Boven Digoel, Perjuangan Dokter di Pedalaman Papua

0
8

POSFILM.COM – Boven Digoel, film arahan sutradara FX Purnomo ini berlatar kearifan lokal Papua yang mengangkat kisah nyata dokter yang menantang kondisi melakukan operasi sesar dengan silet di belantara Digoel, Papua sekitar tahun 1990-an.

Saat jumpa wartawan di kawasan Kuningan, Jakarta, Senin (6/2/2017), FX Purnomo yang akrab disapa Ipong Wijaya ini membeberkan tantangan dalam proses syuting-nya, yaitu kondisi alam Papua yang cukup susah untuk dijangkau.

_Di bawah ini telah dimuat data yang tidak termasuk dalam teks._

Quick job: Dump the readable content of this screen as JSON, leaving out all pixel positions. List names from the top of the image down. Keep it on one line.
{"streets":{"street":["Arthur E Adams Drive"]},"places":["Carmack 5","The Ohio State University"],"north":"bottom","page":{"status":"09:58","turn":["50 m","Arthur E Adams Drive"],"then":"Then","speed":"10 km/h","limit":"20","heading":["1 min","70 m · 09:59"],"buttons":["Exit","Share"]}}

“Team Produksi Film ‘Boven Digoel’ melakukan perjalanan dari kabupaten Merauke ke kabupaten Boven Digoel yang ditempuh dengan perjalanan darat selama 10 jam. Lokasi syuting-nya menggunakan set artistik yang riil dengan tempat kejadian di tahun 90-an, yaitu berupa puskesmas yang dulu digunakan untuk operasi sesar menggunakan silet,” paparnya.

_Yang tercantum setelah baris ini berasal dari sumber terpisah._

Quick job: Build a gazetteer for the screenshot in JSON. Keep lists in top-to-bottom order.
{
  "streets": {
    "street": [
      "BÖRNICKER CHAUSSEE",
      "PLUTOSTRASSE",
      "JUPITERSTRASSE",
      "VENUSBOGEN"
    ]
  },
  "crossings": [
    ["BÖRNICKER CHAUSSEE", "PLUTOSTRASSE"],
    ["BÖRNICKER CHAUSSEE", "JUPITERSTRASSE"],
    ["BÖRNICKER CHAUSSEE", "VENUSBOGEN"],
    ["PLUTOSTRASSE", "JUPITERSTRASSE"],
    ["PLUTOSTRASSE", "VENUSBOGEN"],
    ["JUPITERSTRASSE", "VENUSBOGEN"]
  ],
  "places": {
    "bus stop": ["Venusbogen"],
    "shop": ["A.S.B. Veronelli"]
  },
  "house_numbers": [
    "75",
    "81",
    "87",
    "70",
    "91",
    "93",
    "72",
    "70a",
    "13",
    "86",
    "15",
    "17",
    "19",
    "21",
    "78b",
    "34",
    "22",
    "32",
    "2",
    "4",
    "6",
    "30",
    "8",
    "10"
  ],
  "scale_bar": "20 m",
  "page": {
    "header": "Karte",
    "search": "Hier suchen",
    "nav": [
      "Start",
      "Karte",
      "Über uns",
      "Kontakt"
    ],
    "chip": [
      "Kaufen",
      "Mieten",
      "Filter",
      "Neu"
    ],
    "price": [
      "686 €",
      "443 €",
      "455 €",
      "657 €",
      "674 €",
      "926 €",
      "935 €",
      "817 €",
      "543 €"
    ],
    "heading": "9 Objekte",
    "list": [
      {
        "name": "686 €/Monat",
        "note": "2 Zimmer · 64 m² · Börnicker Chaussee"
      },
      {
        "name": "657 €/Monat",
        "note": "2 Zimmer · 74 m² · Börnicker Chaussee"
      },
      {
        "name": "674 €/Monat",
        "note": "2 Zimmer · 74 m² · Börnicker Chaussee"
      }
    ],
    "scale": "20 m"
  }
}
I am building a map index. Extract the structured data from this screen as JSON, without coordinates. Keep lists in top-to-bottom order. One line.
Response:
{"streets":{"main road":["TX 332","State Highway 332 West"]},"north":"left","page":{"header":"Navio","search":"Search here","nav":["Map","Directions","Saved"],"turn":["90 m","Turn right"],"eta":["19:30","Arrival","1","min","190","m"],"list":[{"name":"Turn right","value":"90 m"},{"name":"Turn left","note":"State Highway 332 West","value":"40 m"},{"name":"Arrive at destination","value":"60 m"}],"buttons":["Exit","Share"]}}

Menurut Ipong, syuting film “Boven Digoel” dilakukan di Kampung Yahim Sentani, Danau Love Yoka Abepura, Bandara Ama Sentani, Pelabuhan Jayapura, Kampung Netar Sentani, Pantai Kelapa Satu Merauke, Tanah Merah Boven Digoel, Kampung Ampera Boven Digoel, Hutan Wet Boven Digoel dan Pelabuhan Boven Digoel. “Syutingnya dilakukan selama kurang lebih 20 hari, “ ungkapnya penuh semangat.
Film pertama produksi PH asli Papua yakni Foromoko Matoa Indah Film ini dibintangi pemain dari timur Indonesia sepeti Maria Fransisca, Putri Papua 2013 dan Finalis Putri Indonesia 2014 perwakilan Papua yang kini menjadi Duta Humas Polda Papua dan Duta Pemberantasan Narkoba Papua.

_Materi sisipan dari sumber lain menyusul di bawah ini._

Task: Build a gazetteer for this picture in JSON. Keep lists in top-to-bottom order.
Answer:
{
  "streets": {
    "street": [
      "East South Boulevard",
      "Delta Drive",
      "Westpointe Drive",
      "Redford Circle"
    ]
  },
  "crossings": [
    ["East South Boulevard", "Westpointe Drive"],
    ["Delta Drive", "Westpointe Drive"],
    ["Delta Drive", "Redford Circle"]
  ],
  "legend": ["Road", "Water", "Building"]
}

Maria berharap film ini bisa menjadi pelajaran kita semua. “Banyak orang menilai operasi sesar dengan silet itu mustahil, tapi begitulah kenyataan yang terjadi di Boven Digoel Papua karena keterbatasan tenaga dan peralatan medis, “ ungkap Maria kelahiran Papua, 11 oktober l995 yang kini masih jadi mahasiswi Teknik Planologi Universitas Cendrawasih Papua.

Ellen Aragay, peraih Runner Up Miss Indonesia 2014 dan mendapat spesial awad Miss Congeniality. Sebelumnya, ia menjadi atlet basket internasional asal Papua, yang pernah membawa tim Indonesia meraih urutan ke 6 di pertandingan basket Asean di Vietnam tahun 2007. Ia menempuh pendidikan teologi di Amerika.

Lala Suwages, penyanyi R&B dan jazz terkenal kelahiran Jayapura, Papua, 15 November 1980. Ia melakukan debut professional tahun 2003, saat bergabung dengan group vocal Tabitha’s Friends. Ia pernah meraih penghargaan Major of Almaty Prize Winner Voice of Asia dari festival International di Kazakhstan.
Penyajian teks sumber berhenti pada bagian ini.